Britain's post-Brexit immigration plan gets sidetracked as Corbyn appears to insult May
Opposition Leader Jeremy Corbyn appears to mouth 'stupid woman' in parliamentary exchange
The British government set out the biggest overhaul of its immigration policy in decades on Wednesday, ending special treatment for European Union nationals while promising to give businesses time to adapt to its post-Brexit plans.
In a long-awaited policy paper on how Britain intends to approach immigration after its exit from the EU, the government said the system would prioritize skilled workers and treat EU and non-EU citizens alike.
Concern about the long-term social and economic impact of immigration helped drive Britain's 2016 referendum vote to leave the EU, but Prime Minister Theresa May's promise to end free movement of the bloc's nationals has left some business leaders worried about the ability to hire the staff they need.
The policy paper did not spell out a specific target for annual net migration, but said it would reduce the number to "sustainable levels as set out in the Conservative Party manifesto." The pledge in that 2017 election manifesto was to reduce the annual number to below 100,000.
There appeared to be confusion within the government after Interior Minister Sajid Javid refused seven times, during an interview, to say whether he was committed to his party's long-standing commitment to reduce net migration to below 100,000 people a year.
"There is no specific target.
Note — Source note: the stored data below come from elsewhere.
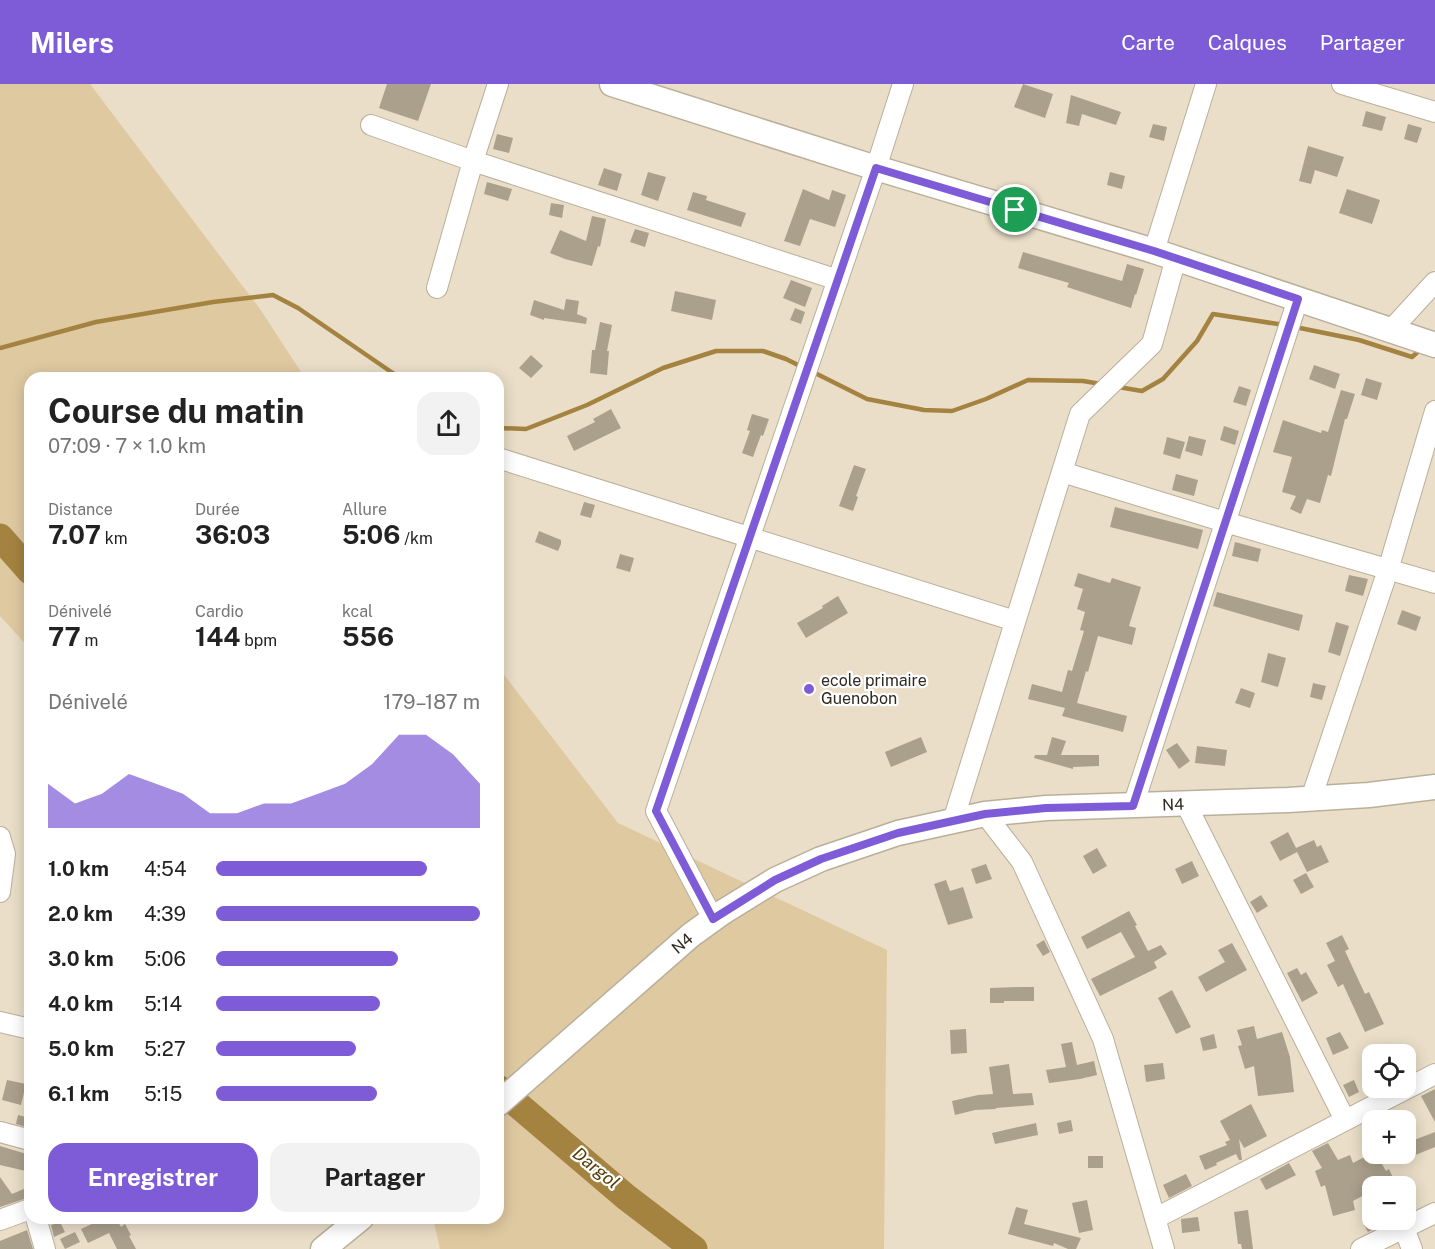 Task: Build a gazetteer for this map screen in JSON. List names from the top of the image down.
{
  "streets": {
    "main road": ["N4"]
  },
  "water": ["Dargol"],
  "places": ["ecole primaire Guenobon"],
  "page": {
    "header": "Milers",
    "nav": ["Carte", "Calques", "Partager"],
    "heading": ["Course du matin", "07:09 · 7 × 1.0 km"],
    "stats": [
      ["Distance", "7.07 km"],
      ["Durée", "36:03"],
      ["Allure", "5:06 /km"],
      ["Dénivelé", "77 m"],
      ["Cardio", "144 bpm"],
      ["kcal", "556"]
    ],
    "chart": ["Dénivelé", "179–187 m"],
    "list": [
      {
        "name": "1.0 km",
        "note": "4:54"
      },
      {
        "name": "2.0 km",
        "note": "4:39"
      },
      {
        "name": "3.0 km",
        "note": "5:06"
      },
      {
        "name": "4.0 km",
        "note": "5:14"
      },
      {
        "name": "5.0 km",
        "note": "5:27"
      },
      {
        "name": "6.1 km",
        "note": "5:15"
      }
    ],
    "map_buttons": ["+", "−"],
    "buttons": ["Enregistrer", "Partager"]
  }
}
What we have set out is that it will be a system that will bring net migration down to a sustainable level," Javid told BBC Radio.
"If you look at the current level of migration, the latest stats show 273,000. Most people agree that is very high, certainly by historical standards."
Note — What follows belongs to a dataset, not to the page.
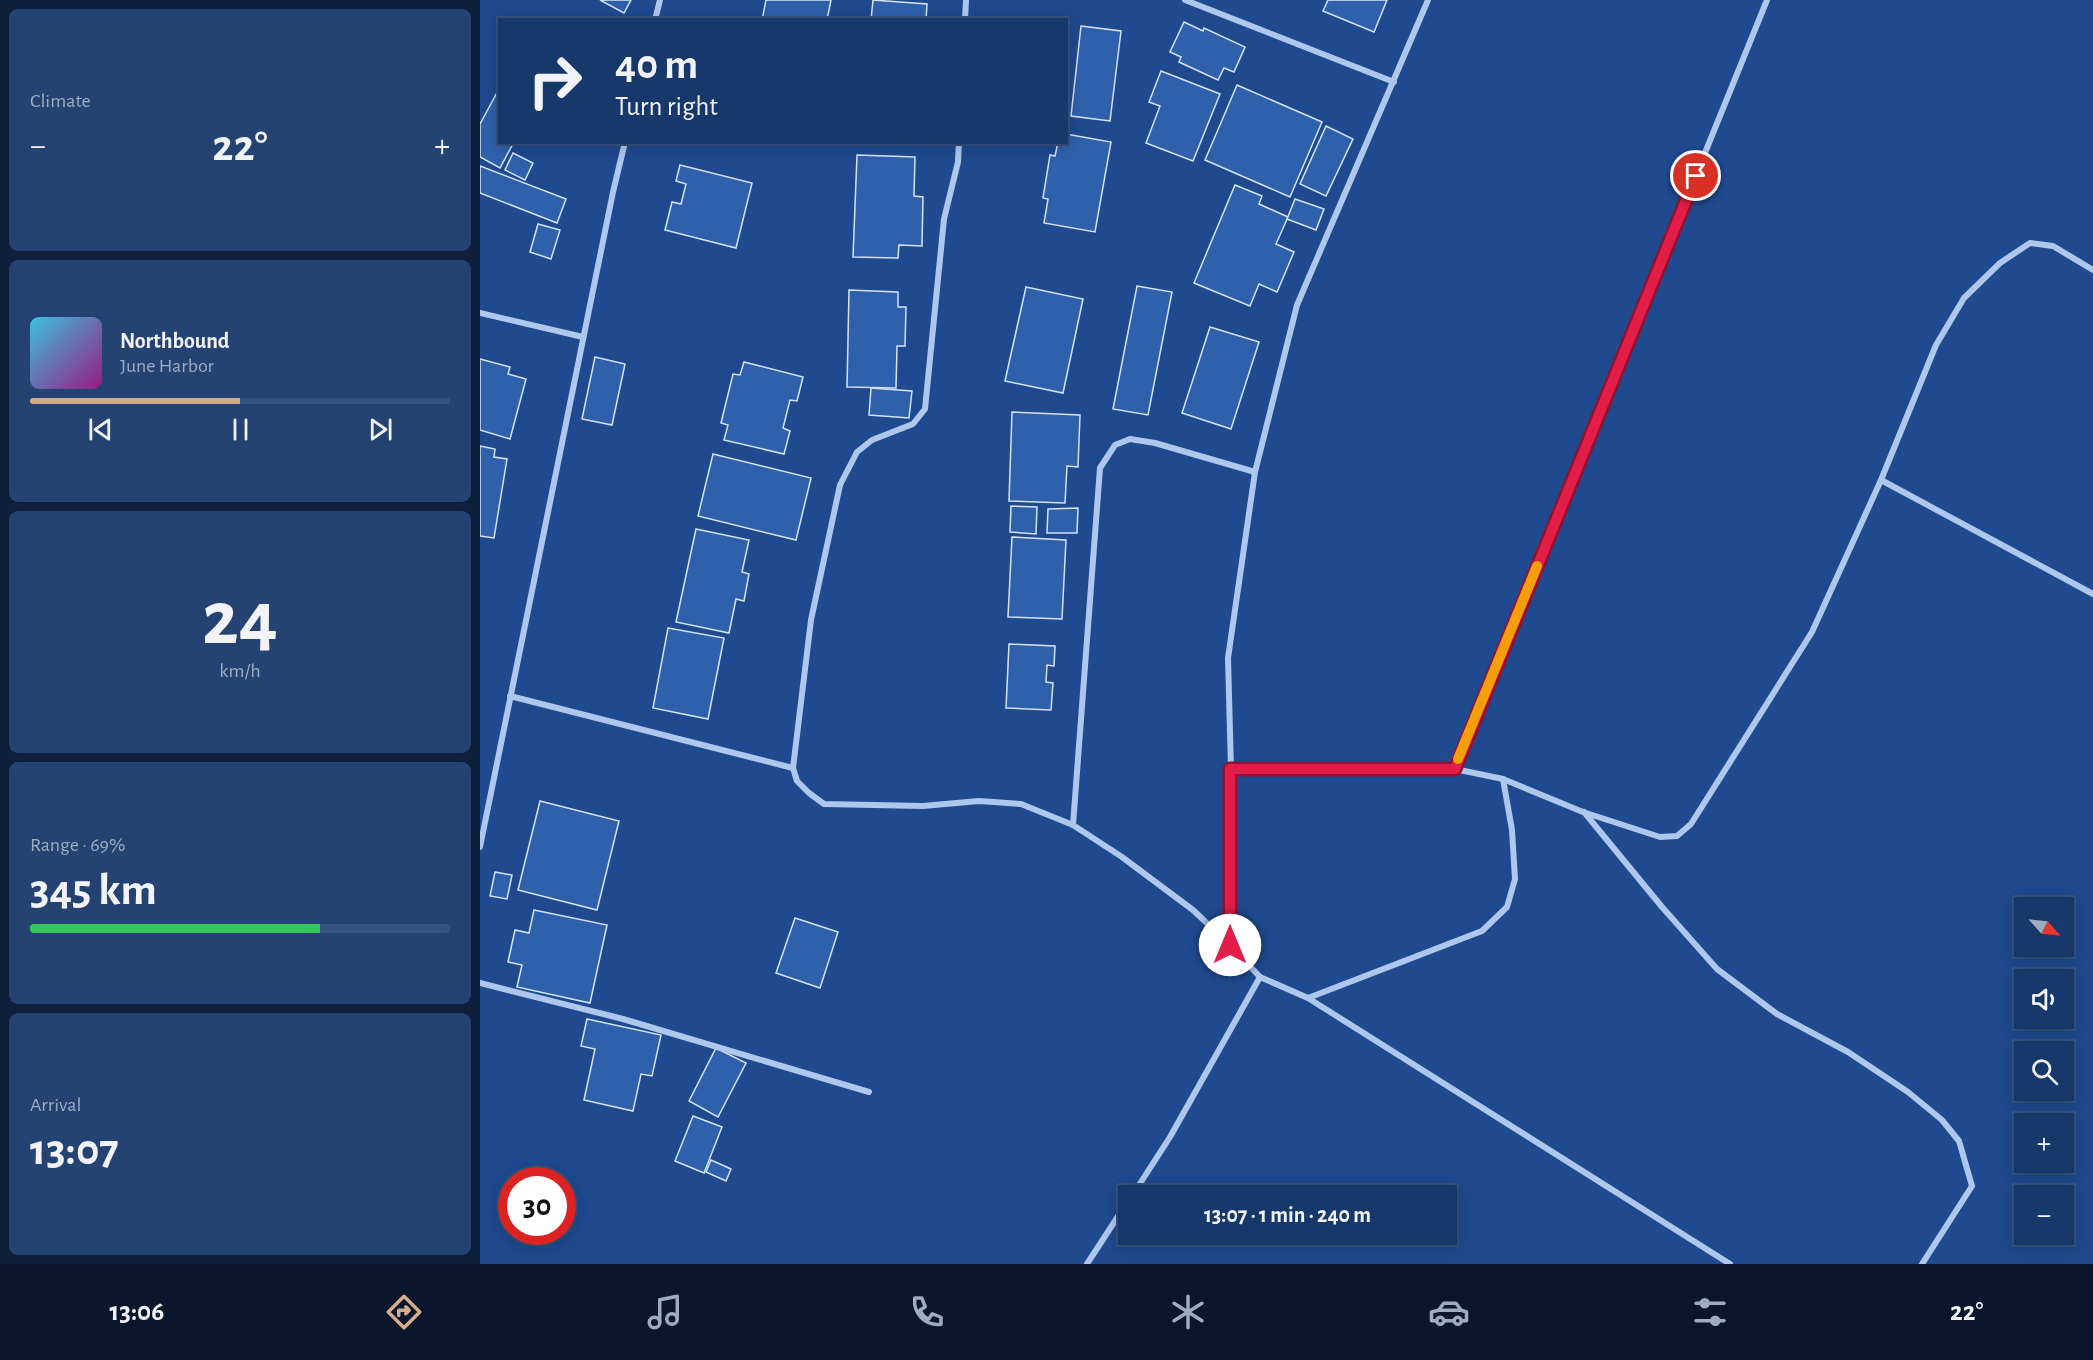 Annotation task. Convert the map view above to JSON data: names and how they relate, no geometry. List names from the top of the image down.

But when May was asked later in the day by a lawmaker in Parliament if she was sticking to the "tens of thousands" target, she responded: "Yes."
May later upbraided Opposition Leader Jeremy Corbyn, after it appeared the Labour Party leader mouthed an insult directed at the prime minister in Parliament.
WATCH: Did Jeremy Corbyn call Theresa May a "stupid woman"?
Corbyn's remark was captured by television cameras after the question-and-answer session that British leaders have to endure every Wednesday.
Corbyn had been peppering May with hostile questions about her decision last week to postpone a vital parliamentary vote on a long-awaited divorce deal with the European Union.
In reply, May had suggested Corbyn might not enjoy the support of his own lawmakers over the EU and, taking a well-worn line from Christmas pantomimes, had said: "I've got some advice for the Right Honourable Gentleman – look behind you!
"They are not impressed and neither is the country!"
Corbyn then shook his head and appeared to mutter "stupid woman" under his breath.
Alerted to the incident, May later told lawmakers
"I think that everybody in this House — particularly in this 100th anniversary of women getting the vote — should be aiming to encourage women to come into this chamber … and should therefore use appropriate language."
Corbyn denied using the term "stupid woman."
"During Prime Minister's Question Time today, I referred to those who I believe were seeking to turn the debate about the national crisis facing our country into a pantomine as 'stupid people,'" he told Parliament later.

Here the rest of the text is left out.